To the best of our knowledge, three approaches exist at the time of writing that attempt to query or search through Solid pods in one way or another. A first approach (LTQP Solid) [10] applies LTQP to Solid, and makes use of the structural properties of Solid pods to optimize link traversal. It allows full SPARQL queries to be executed across one or multiple Solid pods. ESPRESSO [11] is a second approach that focuses on enabling keyword search over Solid pods. It makes use of a distributed index for Solid pods which can be accumulated in a single location. This accumulated index can then be queried using keyword search to find relevant pods to a query, POD-QUERY [12] is another approach that involves placing a SPARQL query engine agent in front of a Solid pod, which enables full SPARQL queries to be executed over single Solid pods. This approach does not enable query execution across multiple pods.

Requirement	LTQP Solid	ESPRESSO	POD-QUERY
Execution of arbitrary structured queries	✓		✓
Discovery of data within pods	✓	✓	✓
Discovery of data across pods	✓	~
Handling location heterogeneity	✓	✓	✓
Handling schema heterogeneity
Handling API heterogeneity
Authentication	✓	✓	✓
User-perceived performance	~	✓	✓

Fig. 1: An illustration of which requirements are met by which approaches. A checkmark (✓) indicates that the requirement is fully met.
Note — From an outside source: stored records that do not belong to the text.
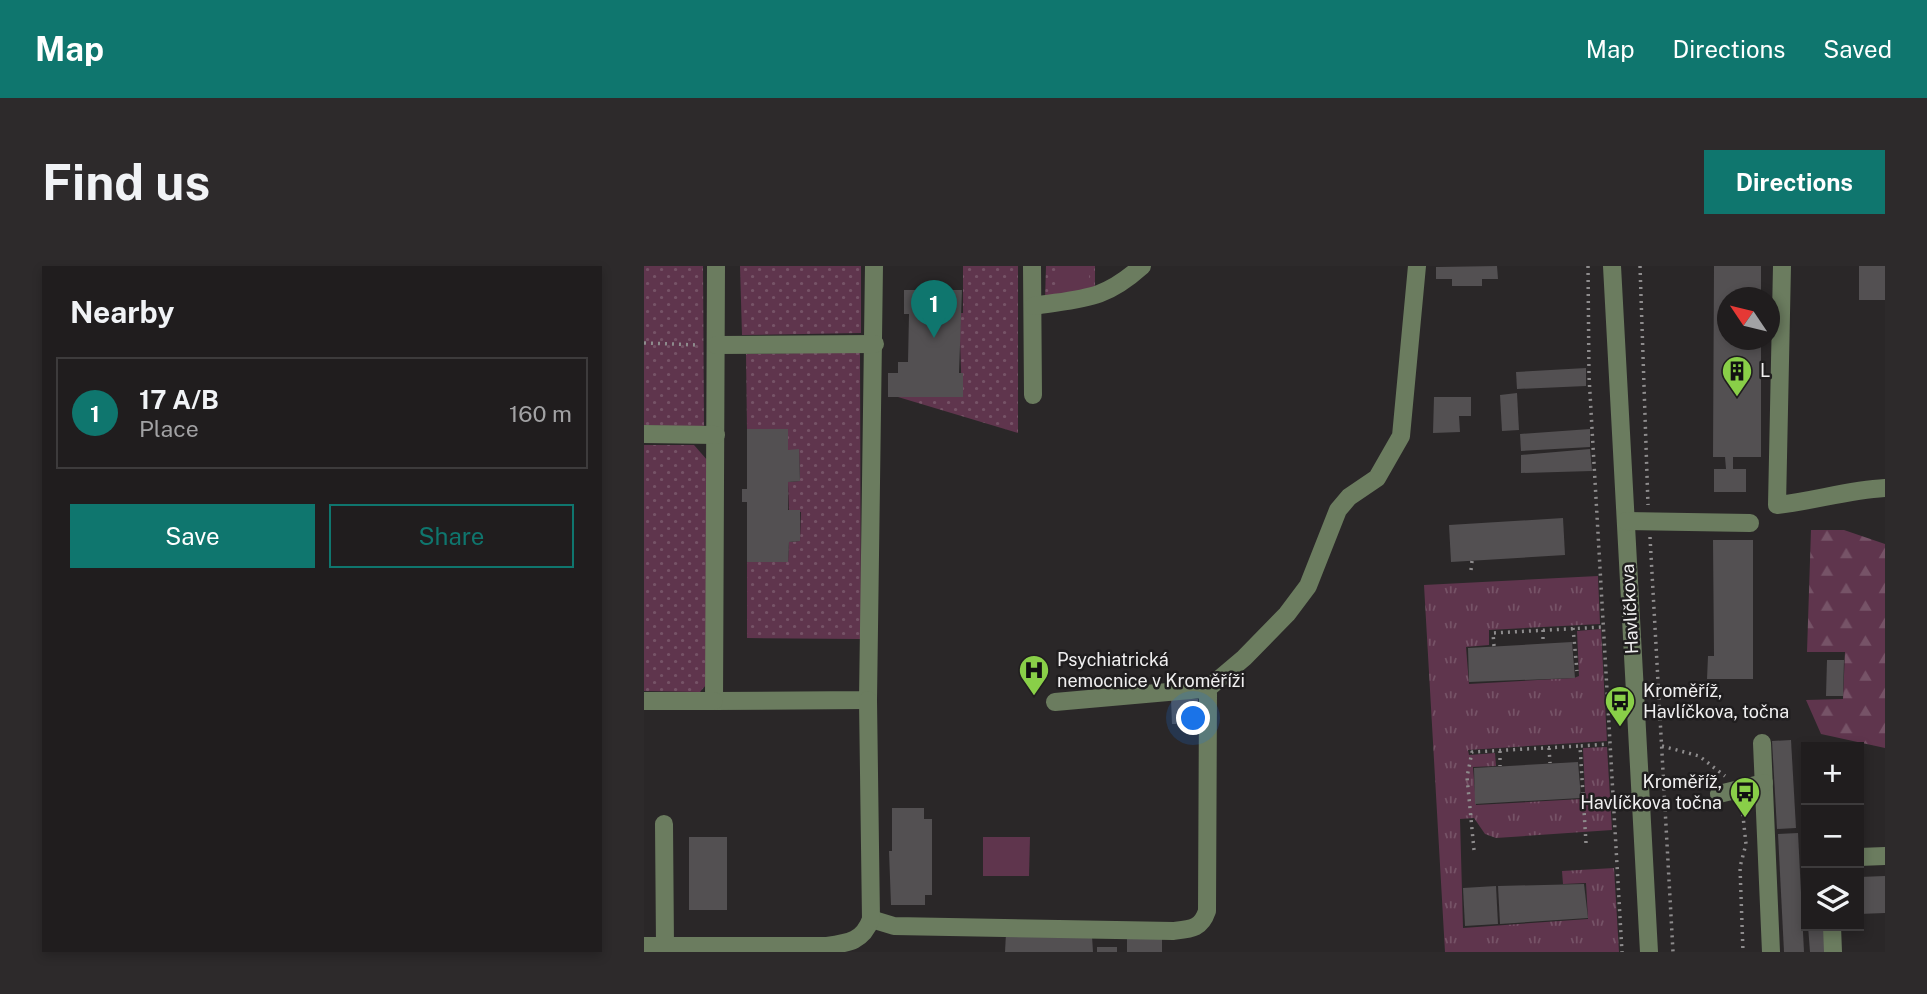 <!DOCTYPE html>
<html lang="en">
<head>
<meta charset="utf-8">
<style>
	body { margin:0; font-family:"Public Sans",sans-serif; background:#2d2a2b; color:#f1f3f6 }
	.controls { position:absolute; right:21px; bottom:21px; display:grid; overflow:hidden; border-radius:0px; box-shadow:0 4px 10px #0003 }
	.controls button { width:63px; height:63px; display:grid; place-items:center; padding:0; border:0; border-bottom:2px solid #3d3b3c; background:#201d1e; color:#f1f3f6; font:35px sans-serif }
	.compass { position:absolute; left:1073px; top:21px; width:63px; height:63px; border-radius:50%; background:#201d1e; box-shadow:0 4px 10px #0003; rotate:305deg }
	.you { position:absolute; left:550px; top:453px; width:24px; height:24px; margin:-18px; border:5px solid #fff; border-radius:50%; background:#1a73e8; box-shadow:0 0 0 10px #1a73e833 }
	.badge { display:grid; place-items:center; width:46px; height:46px; border-radius:50%; background:#0f766e; color:#fff; font-size:23px; font-weight:700 }
	.pin { position:absolute; translate:-50% -58px; filter:drop-shadow(0 2px 4px #0008) }
	.pin::after { content:''; position:absolute; top:37px; width:24px; height:21px; background:inherit; clip-path:polygon(0 0,100% 0,50% 100%) }
	.list { margin:0; padding:0; list-style:none }
	h2 { display:flex; justify-content:space-between; align-items:center; height:91px; margin:0; padding:0 28px; font-size:30px }
	h2 small { font-size:23px; font-weight:400; color:#a2a2a4 }
	.list li { display:grid; grid-template-columns:46px 1fr auto; gap:21px; align-items:center; box-sizing:border-box; height:112px; margin:0 14px 14px; padding:0 14px; border:2px solid #3d3b3c; border-radius:0px }
	.list b { display:block; font-size:26px; white-space:nowrap }
	.list p { margin:0; font-size:23px; white-space:nowrap; color:#a2a2a4 }
	.list em { font-size:23px; font-style:normal; color:#a2a2a4 }
	.actions { display:flex; gap:14px; padding:21px 28px }
	.actions a { flex:1; padding:16px 0; border:2px solid #0f766e; border-radius:0px; text-align:center; font-size:24px; color:#0f766e }
	.actions .main { background:#0f766e; color:#fff }
	.icon { flex:none; width:38px; height:38px; fill:none; stroke:currentColor; stroke-width:2; stroke-linecap:round; stroke-linejoin:round }
	.map { position:relative; flex:none; width:1241px; height:686px; overflow:hidden; border-radius:0px }
	header { display:flex; align-items:center; gap:42px; box-sizing:border-box; height:98px; padding:0 35px; background:#0f766e; color:#fff }
	header strong { font-size:33px }
	nav { display:flex; gap:38px; margin-inline-start:auto; font-size:24px }
	.intro { display:flex; align-items:center; justify-content:space-between; box-sizing:border-box; height:168px; padding:0 42px }
	h1 { margin:0; font-size:49px }
	.button { padding:18px 32px; border-radius:0px; background:#0f766e; color:#fff; font-size:24px; font-weight:700 }
	main { display:flex; gap:42px; padding:0 42px }
	aside { flex:1; background:#201d1e; border-radius:0px; box-shadow:0 4px 10px #0003 }
	.map>svg:first-child { display:block }
	.grass { fill:url(#grass-tufts) }
	.forest { fill:url(#forest-firs) }
	.park { fill:url(#park-dots) }
	.pitch { fill:#5f354d }
	.building { fill:#535052 }
	.lines { fill:none; stroke-linecap:round; stroke-linejoin:round }
	.path { stroke:#8e8c8d; stroke-width:3.5; stroke-dasharray:2 5; stroke-linecap:butt }
	.minor { stroke:#6b7c5f; stroke-width:18 }
	.labels { text-anchor:middle; stroke-width:5; stroke-linejoin:round; paint-order:stroke }
	.poi-label { font-size:18px; fill:#f0eff0; stroke:#201e1f; text-anchor:start }
	.street-label { font-size:18px; fill:#f0eff0; stroke:#201e1f }
</style>
</head>
<body>
<header>
<strong>Map</strong>
<nav><a>Map</a><a>Directions</a><a>Saved</a></nav>
</header>
<div class="intro"><h1>Find us</h1><a class="button">Directions</a></div>
<main>
<aside>
<h2>Nearby<small></small></h2>
<ul class="list">
<li><span class="badge">1</span><div><b>17 A/B</b><p>Place</p></div><em>160 m</em></li>
</ul>
<div class="actions"><a class="main">Save</a><a>Share</a></div>
</aside>
<div class="map">
<svg width="1241" height="686" viewBox="0 0 1241 686">
	<defs>
		<pattern id="grass-tufts" width="24" height="20" patternUnits="userSpaceOnUse" patternTransform="scale(1.75)"><rect width="24" height="20" fill="#5f354d"/><path d="M3 7l-1-3M5 7V3M7 7l1-3M15 17l-1-3M17 17v-4M19 17l1-3" fill="none" stroke="#765367"/></pattern>
		<pattern id="forest-firs" width="22" height="20" patternUnits="userSpaceOnUse" patternTransform="scale(1.75)"><rect width="22" height="20" fill="#5f354d"/><path d="M5 1l3.5 6h-7zM16 11l3.5 6h-7z" fill="#765367"/></pattern>
		<pattern id="park-dots" width="8" height="8" patternUnits="userSpaceOnUse" patternTransform="scale(1.75)"><rect width="8" height="8" fill="#5f354d"/><path d="M2 2h.1M6 6h.1" fill="none" stroke="#765367" stroke-width="1.8" stroke-linecap="round"/></pattern>
	</defs>
	<rect width="100%" height="100%" fill="#2a2728"/>
	<path class="grass" d="M954 310 956 358 845 364V379L822 381 825 418 930 412 935 410 933 365 957 363 963 475 824 484 825 489 851 487 852 500 829 501 832 539 937 533V528L941 527 939 482 963 481 968 564 852 572 841 568 830 552 816 553 819 662 944 653 942 617 919 618 918 605 970 602 975 686H801L780 319Z"/>
	<path class="forest" d="M1167 264H1200L1241 278V482L1177 468 1162 434 1199 433 1201 386H1163Z"/>
	<g class="park">
		<path d="M0 0H59L60 162 0 159Z"/>
		<path d="M96 0H217V67L98 69Z"/>
		<path d="M319 0H374V167L254 131H318L315 47H319Z"/>
		<path d="M402 0H451V25L401 34Z"/>
		<path d="M216 86 217 373 103 372V296H144L145 276 156 275 157 246 145 245 144 216 156 215 155 184H144V163H103L102 88Z"/>
		<path d="M0 179H50L64 195 62 419 56 426 0 425Z"/>
	</g>
	<g class="pitch">
		<rect x="413" y="0" width="32" height="26"/>
		<path d="M339 571H386L385 610H339Z"/>
	</g>
	<g class="building">
		<path d="M853 0 854 13H838V20H808V13H792V1Z"/>
		<path d="M1070 0H1117V32H1084V74H1117V191H1089V203H1102V226H1070V203H1082L1081 191H1069Z"/>
		<rect x="1215" y="0" width="26" height="34"/>
		<path d="M260 24H318L315 107H319V131H244V107H254V96H264L265 48H260Z"/>
		<path d="M942 102V120L873 123 872 106Z"/>
		<path d="M873 127 875 164 858 165 856 129Z"/>
		<path d="M790 131H827V150H815L816 166 789 167Z"/>
		<path d="M103 163H144V184L155 183 156 215 144 216V244H156V275L145 276 144 296H103V236H98V223H103Z"/>
		<path d="M946 163V181L877 185 876 168Z"/>
		<path d="M946 183 948 205 877 207V189Z"/>
		<path d="M919 252 921 289 807 296 805 259Z"/>
		<path d="M1069 274H1109V413H1063L1064 390H1070Z"/>
		<path d="M928 376 931 412 825 416 824 382Z"/>
		<path d="M1183 394H1200L1199 430H1182Z"/>
		<path d="M527 433H554V458H528Z"/>
		<path d="M1147 474 1152 562 1133 563 1128 475Z"/>
		<path d="M934 496 937 532 831 538 830 502Z"/>
		<path d="M248 542H280V553H288V629H281V639H247L245 585H248Z"/>
		<path d="M1154 567 1160 686H1140L1134 568Z"/>
		<rect x="45" y="571" width="38" height="73"/>
		<path d="M1241 610V647L1215 648V611Z"/>
		<path d="M940 618 944 652 856 658 854 620Z"/>
		<path d="M852 620 854 658 821 660 819 622Z"/>
		<path d="M1164 660H1180L1181 686H1166Z"/>
		<path d="M362 667 448 670 449 686H361Z"/>
		<rect x="483" y="673" width="35" height="13"/>
		<rect x="453" y="681" width="20" height="5"/>
	</g>
	<g class="lines">
		<g class="path">
			<path d="M944 0 945 110 978 686"/>
			<path d="M996 0 1004 239"/>
			<path d="M0 77 54 79"/>
			<path d="M1006 271 1029 686"/>
			<path d="M827 304 828 295"/>
			<path d="M929 362 933 405"/>
			<path d="M899 364V377"/>
			<path d="M850 380 849 367 959 361"/>
			<path d="M1018 480 1055 490 1081 510"/>
			<path d="M905 482 906 497"/>
			<path d="M856 485V500"/>
			<path d="M1098 541 1102 578 1096 601 1099 686"/>
			<path d="M942 577 936 480 965 478"/>
			<path d="M830 584 823 511 828 486 936 480"/>
		</g>
		<g class="minor">
			<path d="M72 0 70 435 224 434 230 0"/>
			<path d="M388 0 389 129"/>
			<path d="M968 0 1005 686"/>
			<path d="M1138 0 1133 239C1170 235 1204 224 1241 222"/>
			<path d="M389 40C439 32 459 35 498 0"/>
			<path d="M72 79 231 78"/>
			<path d="M0 168 72 169"/>
			<path d="M982 255 1106 257"/>
			<path d="M561 425 600 392 643 348 664 320 694 244 705 231 733 212 757 170 773 0"/>
			<path d="M0 435H70"/>
			<path d="M1118 477 1127 686"/>
			<path d="M1075 528 1120 517"/>
			<path d="M20 558 21 680"/>
			<path d="M1215 591 1241 590"/>
			<path d="M227 653 250 660 529 665C547 663 557 663 563 645L564 428 558 423 411 436"/>
			<path d="M1188 660 1189 686"/>
			<path d="M0 680H183C205 677 219 675 227 653L224 434"/>
		</g>
	</g>
	<defs>
		<g id="building-pin" transform="scale(1.575)"><path d="M0 17L-7.5 6A9.5 9.5 0 1 1 7.5 6Z" fill="#89cf48" stroke="#201e1f"/><path d="M-4-6H4V6H1V3H-1V6H-4ZM-2.5-4.3h1.7v1.8h-1.7ZM.8-4.3h1.7v1.8H.8ZM-2.5-1h1.7V.8h-1.7ZM.8-1h1.7V.8H.8Z" fill="#111"/></g>
		<g id="hospital-pin" transform="scale(1.575)"><path d="M0 17L-7.5 6A9.5 9.5 0 1 1 7.5 6Z" fill="#89cf48" stroke="#201e1f"/><path d="M-5-5h3v3.5h4V-5h3V5h-3V1.5h-4V5h-3Z" fill="#111"/></g>
		<g id="bus-pin" transform="scale(1.575)"><path d="M0 17L-7.5 6A9.5 9.5 0 1 1 7.5 6Z" fill="#89cf48" stroke="#201e1f"/><path d="M-5-6H5V4H4V6H2V4H-2V6H-4V4H-5ZM-3.5-4V0h7V-4ZM-3.5 1.2v1.5H-2V1.2ZM2 1.2v1.5H3.5V1.2Z" fill="#111"/></g>
	</defs>
	<g fill-rule="evenodd">
		<use href="#building-pin" x="1093" y="105"/>
		<use href="#hospital-pin" x="390" y="404"/>
		<use href="#bus-pin" x="976" y="435"/>
		<use href="#bus-pin" x="1101" y="526"/>
	</g>
	<g class="labels">
		<g class="poi-label">
			<text x="1116" y="111">L</text>
			<text x="413" y="400">Psychiatrická<tspan x="413" dy="21">nemocnice v Kroměříži</tspan></text>
			<text x="999" y="431">Kroměříž,<tspan x="999" dy="21">Havlíčkova, točna</tspan></text>
			<text x="1078" y="522" text-anchor="end">Kroměříž,<tspan x="1078" dy="21">Havlíčkova točna</tspan></text>
		</g>
		<g class="street-label">
			<text transform="translate(986 343) rotate(-93)" y="6">Havlíčkova</text>
		</g>
	</g>
</svg>
<div class="controls">
<button>+</button>
<button>−</button>
<button><svg class="icon" aria-label="layers" viewBox="0 0 24 24"><path d="M12 4l9 5-9 5-9-5zM3 14l9 5 9-5"/></svg></button>
</div>
<svg class="compass" viewBox="-18 -18 36 36"><path d="M0-13l5 13h-10z" fill="#e53935"/><path d="M0 13l5-13h-10z" fill="#a2a2a4"/></svg>
<div class="you"></div>
<div class="pin badge" style="left:290px;top:72px">1</div>
</div>
</main>
</body>
</html>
A tilde (~) indicates that the requirement is partially met. Otherwise, the requirement is not met.

Fig. 1 indicates how well each approach meets the requirements listed above. This table shows that none of the approaches meets all of the requirements for querying over decentralized environments. Most of the requirements are met by at least some of the approaches, but the requirements for “Handling schema heterogeneity” and “Handling API heterogeneity” are met by none of the approaches. If SPARQL querying across multiple pods is desired, a traversal-based approach such as LTQP Solid will be needed. However, this approach only achieves acceptable levels of performance for non-complex queries.

As such, future research is needed in at least the following three areas. First, the heterogeneity of schemas across pods must be handled. Schema alignment could either happen server-side by requesting data in specific vocabularies. Alternatively, it could happen client-side at query-time in case the server is not able to provide these schema alignment capabilities. Second, the heterogeneity of pods in terms of their APIs must be handled. For this, query engines need to be able to discover the capabilities of heterogeneous APIs, and use them as efficient as possible during query planning. Third, more work is needed towards improving the performance of traversal-based queries. This could be done by focusing on client-side optimization techniques, such as prioritizing techniques for link traversal or better query planning algorithms. Alternatively, this could be done by exposing additional metadata or by introducing auxiliary summaries in third-party aggregators which could reduce the amount of work that needs to be done in the client-side query engine if that aggregator has already part of the query answer available.

Acknowledgements

This research was supported by SolidLab Vlaanderen (Flemish Government, EWI and RRF project VV023/10). Ruben Taelman is a postdoctoral fellow of the Research Foundation – Flanders (FWO) (1202124N).